Exercise brief ::
Give back exactly the lines from the one holding "<li><i></i>Delivered</li>" to the last line of the entries, both included, and nothing more.

(The data begins)

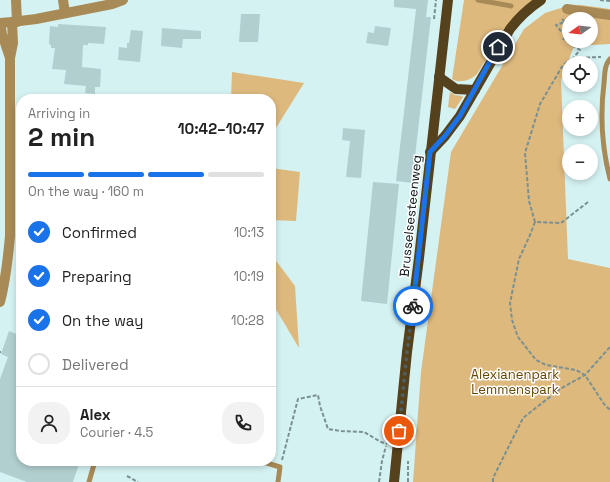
<!DOCTYPE html>
<meta charset="utf-8">
<style>
body{margin:0;font-family:"Space Grotesk",sans-serif;background:#f2f2f2;color:#222;height:100vh;display:flex;flex-direction:column;font-size:15px;white-space:nowrap}
*{box-sizing:border-box;margin:0}
p{font-size:13px;color:#767676}
.icon{flex:none;width:22px;height:22px;fill:none;stroke:currentColor;stroke-width:2;stroke-linecap:round;stroke-linejoin:round}
.map{position:relative;flex:1;overflow:hidden}
.sheet{position:absolute;left:16px;top:94px;width:260px;height:372px;display:flex;flex-direction:column;background:#fff;border-radius:16px;box-shadow:0 2px 6px #0003}
.sheet>*{flex:none}
.needle{width:26px;rotate:256deg}
.tools{position:absolute;left:562px;top:12px;display:grid;gap:8px}
.tools a{display:grid;place-items:center;width:36px;height:36px;border-radius:50%;background:#fff;box-shadow:0 2px 6px #0003;font-size:20px}
.pin{position:absolute;display:grid;place-items:center;width:34px;height:34px;color:#fff;margin:-17px;border:2px solid #fff;border-radius:50%;box-shadow:0 1px 4px #0007}
.courier{position:absolute;display:grid;place-items:center;width:40px;height:40px;margin:-20px;border:3px solid #1a73e8;border-radius:50%;background:#fff;color:#222;box-shadow:0 1px 5px #0007}
.overview em{font-style:normal;font-weight:700}
.overview div{display:flex;flex-direction:column-reverse}
.overview{display:flex;align-items:center;justify-content:space-between;height:68px;padding:0 12px}
h1{font-size:26px;font-weight:700;line-height:30px}
.bar{display:grid;grid-template-columns:repeat(4,1fr);gap:6px 4px;align-content:center;height:48px;padding:0 12px}
.bar i{height:5px;border-radius:3px;background:#e0e0e0}
.bar .current{background:#1a73e8}
.bar p{grid-column:span 4}
.line{display:flex;align-items:center;gap:10px;padding:0 12px;border-top:1px solid #e0e0e0}
.line div{flex:1}
.round{display:grid;place-items:center;flex:none;width:42px;height:42px;border-radius:16px;background:#f2f2f2}
ol{padding:0 12px;list-style:none}
li{display:flex;align-items:center;gap:12px;height:44px}
li p{margin-inline-start:auto}
li .icon{padding:4px;border-radius:50%;background:#1a73e8;color:#fff;stroke-width:4}
li:last-child{color:#767676}
li i{width:22px;height:22px;border:2px solid #e0e0e0;border-radius:50%}
.map>svg:first-child{display:block}
</style>
<div class="map">
<svg width="610" height="482" viewBox="0 0 610 482">
<rect width="100%" height="100%" fill="#d5f2f3"/>
<g fill="#ddb97e" fill-rule="evenodd">
<path d="M464 0H534L507 26 477 74C471 80 460 84 452 79Z"/>
<path d="M581 5 610 9V44L574 46 561 80 568 259 610 268V482H413L421 372 451 152 524 29 545 13 564 7ZM569 19H591V41H569Z"/>
<polygon points="232,72 304,83 271,136 271,99 231,99"/>
<polygon points="450,92 455,95 462,96 463,97 455,109 448,107"/>
<polygon points="271,168 300,172 296,221 271,220"/>
<polygon points="271,254 295,286 299,348 271,301"/>
</g>
<g fill="#b2cfd0">
<polygon points="394,0 428,0 426,17 431,17 412,183 396,181 416,9 394,7"/>
<polygon points="241,14 260,14 258,42 239,42"/>
<polygon points="58,24 106,27 104,44 88,43 88,45 83,45 82,67 101,69 100,87 95,87 95,94 85,93 86,86 64,84 66,70 52,69 55,48 51,48 51,45 49,44 50,26 58,27"/>
<polygon points="375,26 391,28 388,46 366,43 368,32 374,33"/>
<polygon points="162,28 201,31 201,39 183,39 182,48 161,46"/>
<polygon points="131,30 143,31 140,62 118,60 119,47 127,48 127,43 129,43"/>
<polygon points="343,128 365,130 361,178 346,177 350,141 342,140"/>
<polygon points="373,182 399,184 387,304 361,301"/>
<polygon points="9,331 21,336 21,461 80,461 73,482 27,482 0,472 0,379 8,357 1,354"/>
</g>
<g fill="none" stroke-linecap="round" stroke-linejoin="round">
<g stroke="#7b9091" stroke-width="2" stroke-dasharray="4 2" stroke-linecap="butt">
<polyline points="600,0 610,1"/>
<polyline points="434,19 436,0"/>
<polyline points="562,19 565,22 556,25 561,31 566,34 563,40 569,39"/>
<polyline points="572,41 570,44 580,50 573,58"/>
<polyline points="588,202 561,223 535,222 529,201 525,153 540,104 563,65 573,58 601,57"/>
<polyline points="535,222 530,235 519,259 510,303 512,320 518,337 536,360 546,365 576,370 585,375 604,404 610,410"/>
<polyline points="0,352 1,352"/>
<polyline points="282,460 298,399 318,395 320,406 328,429 341,431 364,432 381,442 387,444"/>
<polyline points="127,476 138,482"/>
<polyline points="379,482 382,461 386,446"/>
<polyline points="408,482 408,461"/>
<polyline points="493,482 493,478 523,418 560,389 585,375 610,347"/>
</g>
<g stroke="#a88a56" stroke-width="5">
<polyline points="478,0 511,6"/>
<path d="M610 59C604 66 605 74 604 83 600 115 602 148 610 179"/>
<polyline points="260,461 280,467 278,482"/>
<polyline points="89,482 95,461"/>
</g>
<g stroke="#a88a56" stroke-width="10">
<polyline points="16,0 17,22"/>
<polyline points="63,0 65,13"/>
<polyline points="567,9 610,15"/>
<polyline points="0,23 12,22 36,19 112,4 123,0"/>
<polyline points="0,23 2,34 10,58 13,43 12,22"/>
<path d="M0 302C6 280 8 258 10 236V58"/>
</g>
<g stroke="#56411d" stroke-width="10">
<polyline points="439,77 456,89 475,90"/>
<path d="M430 152 445 136 460 116 510 29C519 17 529 8 541 0"/>
<polyline points="394,482 407,352 419,258 448,0"/>
</g>
</g>
<g fill="none" stroke-linecap="round" stroke-linejoin="round">
<polyline stroke="#4f5f60" stroke-width="4" stroke-dasharray="0 7.2" points="399,431 407,352 413,306"/>
<polyline stroke="#1a73e8" stroke-width="5" points="413,306 430,152 445,136 460,116 498,47"/>
</g>
<g text-anchor="middle" stroke-width="3" stroke-linejoin="round" paint-order="stroke">
<g font-size="13" fill="#071011" stroke="#fff">
<text transform="translate(410 216) rotate(-84)" y="5">Brusselsesteenweg</text>
</g>
<g font-size="13" fill="#654601" stroke="#fff">
<text x="515" y="379">Alexianenpark<tspan x="515" dy="15">Lemmenspark</tspan></text>
</g>
</g>
</svg>
<div class="tools">
<a><svg class="needle" viewBox="-14 -14 28 28"><path d="M0-13l5 13h-10z" fill="#e53935"/><path d="M0 13l5-13h-10z" fill="#767676"/></svg></a>
<a><svg class="icon" aria-label="locate" viewBox="0 0 24 24"><circle cx="12" cy="12" r="6"/><path d="M12 2v4M12 18v4M2 12h4M18 12h4"/></svg></a>
<a>+</a>
<a>−</a>
</div>
<div class="pin" style="left:399px;top:431px;background:#ea580c"><svg class="icon" aria-label="bag" viewBox="0 0 24 24"><path d="M5 8h14l-1 12H6zM9 8a3 3 0 0 1 6 0"/></svg></div>
<div class="pin" style="left:498px;top:47px;background:#1f2937"><svg class="icon" aria-label="home" viewBox="0 0 24 24"><path d="M3 11l9-7 9 7M6 9v11h12V9"/></svg></div>
<div class="courier" style="left:413px;top:306px"><svg class="icon" aria-label="bike" viewBox="0 0 24 24"><circle cx="6" cy="16" r="4"/><circle cx="18" cy="16" r="4"/><path d="M6 16l4-8h5l3 8M10 8l3 8H6M13 5h3"/></svg></div>
<section class="sheet">
<div class="overview"><div><h1>2 min</h1><p>Arriving in</p></div><em>10:42–10:47</em></div>
<div class="bar"><i class="current"></i><i class="current"></i><i class="current"></i><i></i><p>On the way · 160 m</p></div>
<ol>
<li><svg class="icon" aria-label="check" viewBox="0 0 24 24"><path d="M5 12l5 5 9-10"/></svg>Confirmed<p>10:13</p></li>
<li><svg class="icon" aria-label="check" viewBox="0 0 24 24"><path d="M5 12l5 5 9-10"/></svg>Preparing<p>10:19</p></li>
<li><svg class="icon" aria-label="check" viewBox="0 0 24 24"><path d="M5 12l5 5 9-10"/></svg>On the way<p>10:28</p></li>
<li><i></i>Delivered</li>
</ol>
<div class="line" style="height:72px"><a class="round"><svg class="icon" aria-label="person" viewBox="0 0 24 24"><circle cx="12" cy="8" r="4"/><path d="M4 21q1-7 8-7t8 7"/></svg></a><div><b>Alex</b><p>Courier · 4.5</p></div><a class="round"><svg class="icon" aria-label="phone" viewBox="0 0 24 24"><path d="M5 4h4l2 5-3 2q2 4 5 5l2-3 5 2v4C11 20 4 13 5 4z"/></svg></a></div>
</section>
</div>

(The data ends)

Exercise result ::
<li><i></i>Delivered</li>
</ol>
<div class="line" style="height:72px"><a class="round"><svg class="icon" aria-label="person" viewBox="0 0 24 24"><circle cx="12" cy="8" r="4"/><path d="M4 21q1-7 8-7t8 7"/></svg></a><div><b>Alex</b><p>Courier · 4.5</p></div><a class="round"><svg class="icon" aria-label="phone" viewBox="0 0 24 24"><path d="M5 4h4l2 5-3 2q2 4 5 5l2-3 5 2v4C11 20 4 13 5 4z"/></svg></a></div>
</section>
</div>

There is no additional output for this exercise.